The distinctive black-headed Rwenzori hill babbler (Sylvia atriceps) has been considered as a subspecies. Fry et al. (2000) state it has the same vocalizations and behaviour as other races, and do not give it the status of a separate species; however, Collar & Robson (2007) split them.

This species is now considered a member of the genus Sylvia.

==Description==
The African hill babbler is an arboreal robin-like forest bird with a thin bill, bright reddish brown back and a contrasting grey head and nape.

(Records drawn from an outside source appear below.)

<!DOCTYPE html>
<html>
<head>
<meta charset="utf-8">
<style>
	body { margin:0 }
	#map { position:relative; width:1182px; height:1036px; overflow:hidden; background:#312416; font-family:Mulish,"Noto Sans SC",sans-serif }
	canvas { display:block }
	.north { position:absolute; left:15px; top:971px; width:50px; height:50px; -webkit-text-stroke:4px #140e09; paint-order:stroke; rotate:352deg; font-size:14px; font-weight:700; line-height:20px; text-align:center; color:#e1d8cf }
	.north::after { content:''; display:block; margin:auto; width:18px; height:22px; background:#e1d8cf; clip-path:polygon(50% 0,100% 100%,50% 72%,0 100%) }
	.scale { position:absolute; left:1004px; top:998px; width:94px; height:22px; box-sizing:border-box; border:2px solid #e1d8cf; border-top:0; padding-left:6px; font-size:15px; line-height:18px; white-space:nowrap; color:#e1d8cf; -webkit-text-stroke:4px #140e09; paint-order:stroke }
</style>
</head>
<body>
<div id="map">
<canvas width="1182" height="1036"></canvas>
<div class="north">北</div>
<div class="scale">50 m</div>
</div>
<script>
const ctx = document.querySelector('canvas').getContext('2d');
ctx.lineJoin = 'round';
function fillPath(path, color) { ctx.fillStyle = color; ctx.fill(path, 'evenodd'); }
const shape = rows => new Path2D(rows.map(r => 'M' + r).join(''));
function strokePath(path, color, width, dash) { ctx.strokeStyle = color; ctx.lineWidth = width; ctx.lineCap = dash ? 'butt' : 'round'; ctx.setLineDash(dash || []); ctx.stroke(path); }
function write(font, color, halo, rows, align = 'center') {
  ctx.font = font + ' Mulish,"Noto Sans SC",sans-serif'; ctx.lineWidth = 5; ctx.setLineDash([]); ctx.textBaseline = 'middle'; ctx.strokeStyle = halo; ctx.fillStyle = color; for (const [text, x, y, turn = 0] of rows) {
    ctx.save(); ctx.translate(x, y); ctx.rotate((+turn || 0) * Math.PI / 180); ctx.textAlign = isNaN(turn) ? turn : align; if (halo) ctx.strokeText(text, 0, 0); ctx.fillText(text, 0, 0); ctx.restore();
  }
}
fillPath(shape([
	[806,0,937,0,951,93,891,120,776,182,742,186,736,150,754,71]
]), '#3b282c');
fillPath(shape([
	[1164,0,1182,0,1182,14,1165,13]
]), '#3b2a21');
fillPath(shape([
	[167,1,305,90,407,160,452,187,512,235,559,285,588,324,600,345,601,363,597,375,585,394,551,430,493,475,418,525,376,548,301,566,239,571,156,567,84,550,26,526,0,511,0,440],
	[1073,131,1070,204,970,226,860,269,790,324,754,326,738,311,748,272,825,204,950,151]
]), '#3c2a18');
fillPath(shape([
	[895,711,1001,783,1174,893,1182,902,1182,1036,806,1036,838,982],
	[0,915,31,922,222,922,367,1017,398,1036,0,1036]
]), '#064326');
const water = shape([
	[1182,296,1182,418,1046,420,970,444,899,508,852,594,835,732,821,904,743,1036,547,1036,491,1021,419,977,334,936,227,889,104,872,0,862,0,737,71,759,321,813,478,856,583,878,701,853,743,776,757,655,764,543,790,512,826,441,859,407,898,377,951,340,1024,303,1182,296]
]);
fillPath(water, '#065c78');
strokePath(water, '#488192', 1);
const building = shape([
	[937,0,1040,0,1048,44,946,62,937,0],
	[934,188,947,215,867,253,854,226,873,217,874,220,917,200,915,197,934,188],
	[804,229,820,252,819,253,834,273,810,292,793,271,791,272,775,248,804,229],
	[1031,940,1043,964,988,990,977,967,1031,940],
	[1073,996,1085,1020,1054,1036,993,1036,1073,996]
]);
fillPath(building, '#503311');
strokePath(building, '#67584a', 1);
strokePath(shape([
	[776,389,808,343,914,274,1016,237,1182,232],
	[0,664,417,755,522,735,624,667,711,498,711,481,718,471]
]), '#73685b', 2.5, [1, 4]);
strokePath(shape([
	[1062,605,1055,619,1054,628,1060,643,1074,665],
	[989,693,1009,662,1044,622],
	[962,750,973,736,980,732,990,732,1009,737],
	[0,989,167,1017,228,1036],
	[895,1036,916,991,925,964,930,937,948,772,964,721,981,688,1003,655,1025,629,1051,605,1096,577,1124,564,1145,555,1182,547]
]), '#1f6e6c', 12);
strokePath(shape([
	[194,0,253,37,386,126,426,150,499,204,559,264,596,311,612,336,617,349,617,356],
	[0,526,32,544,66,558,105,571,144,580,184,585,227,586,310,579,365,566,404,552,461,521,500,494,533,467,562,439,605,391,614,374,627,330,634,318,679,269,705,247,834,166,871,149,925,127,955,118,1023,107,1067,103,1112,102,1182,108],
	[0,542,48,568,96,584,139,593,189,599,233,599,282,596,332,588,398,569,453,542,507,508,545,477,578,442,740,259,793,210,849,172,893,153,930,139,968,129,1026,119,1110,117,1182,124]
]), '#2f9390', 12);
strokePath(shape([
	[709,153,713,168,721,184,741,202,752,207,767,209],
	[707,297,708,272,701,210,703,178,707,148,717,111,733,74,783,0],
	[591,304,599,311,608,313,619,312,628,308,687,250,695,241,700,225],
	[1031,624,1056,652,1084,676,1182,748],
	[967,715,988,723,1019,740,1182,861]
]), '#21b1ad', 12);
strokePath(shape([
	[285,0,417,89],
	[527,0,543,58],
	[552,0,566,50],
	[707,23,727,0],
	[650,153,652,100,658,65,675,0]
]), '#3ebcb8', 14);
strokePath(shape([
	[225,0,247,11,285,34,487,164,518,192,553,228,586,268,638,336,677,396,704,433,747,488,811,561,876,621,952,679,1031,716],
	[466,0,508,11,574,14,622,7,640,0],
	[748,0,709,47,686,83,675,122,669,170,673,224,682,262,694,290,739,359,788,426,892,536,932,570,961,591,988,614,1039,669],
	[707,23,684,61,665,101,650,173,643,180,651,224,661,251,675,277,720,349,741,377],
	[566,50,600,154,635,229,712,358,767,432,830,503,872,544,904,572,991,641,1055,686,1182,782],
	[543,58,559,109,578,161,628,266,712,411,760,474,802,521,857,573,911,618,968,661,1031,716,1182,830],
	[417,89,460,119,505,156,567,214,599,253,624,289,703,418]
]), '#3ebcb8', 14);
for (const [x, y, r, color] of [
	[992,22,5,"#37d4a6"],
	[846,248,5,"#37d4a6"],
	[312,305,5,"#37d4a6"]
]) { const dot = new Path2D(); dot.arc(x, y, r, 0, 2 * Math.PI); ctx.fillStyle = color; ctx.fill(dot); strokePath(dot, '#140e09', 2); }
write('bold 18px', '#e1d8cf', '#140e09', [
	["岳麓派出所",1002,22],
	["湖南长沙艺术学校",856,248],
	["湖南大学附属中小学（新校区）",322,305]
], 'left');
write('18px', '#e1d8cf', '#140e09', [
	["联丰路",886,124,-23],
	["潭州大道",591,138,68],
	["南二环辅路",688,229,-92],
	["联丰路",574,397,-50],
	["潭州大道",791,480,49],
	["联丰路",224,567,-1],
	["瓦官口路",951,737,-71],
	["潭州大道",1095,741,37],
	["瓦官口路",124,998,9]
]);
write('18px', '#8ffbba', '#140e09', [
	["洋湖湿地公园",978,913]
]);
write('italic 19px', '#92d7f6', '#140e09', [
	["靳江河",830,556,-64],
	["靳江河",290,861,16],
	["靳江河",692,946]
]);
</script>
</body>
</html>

The grey underparts are faintly marked with white streaks and the belly is paler than the breast. There is a yellowish tinge to the feathers on the flanks and the thighs. The brown eyes turn red, probably when the birds are breeding. The bill has a black upper mandible, a paler lower mandible and the legs are greyish blue. The African hill babbler weighs 14-25g and their length is 13–15 cm.

===Voice===
The song of the African hill babbler is a rich, melodious warble and resembles the songs of thrushes and orioles and is composed of separated whistled phrases with frequent pitch changes, and may have some scratch notes and lower pitched whistles too.

==Distribution==
The African hill babbler has a disjointed distribution in the highland regions of western and central Africa from southeastern Nigeria east to central Ethiopia and south to northwestern Mozambique.

==Habitat==
The natural habitats of the African hill babbler are montane forest and adjacent secondary forest, in dense undergrowth at forest edge and in clearings. Also found in gallery forest.

==Behaviour==
The African hill babbler lives in pairs which forage within 2m of the ground, gleaning insects from leaves and picking fruit. It will also feed in the canopy and will join mixed species foraging flocks. It usually keeps concealed among creepers and vines and is most often detected by voice.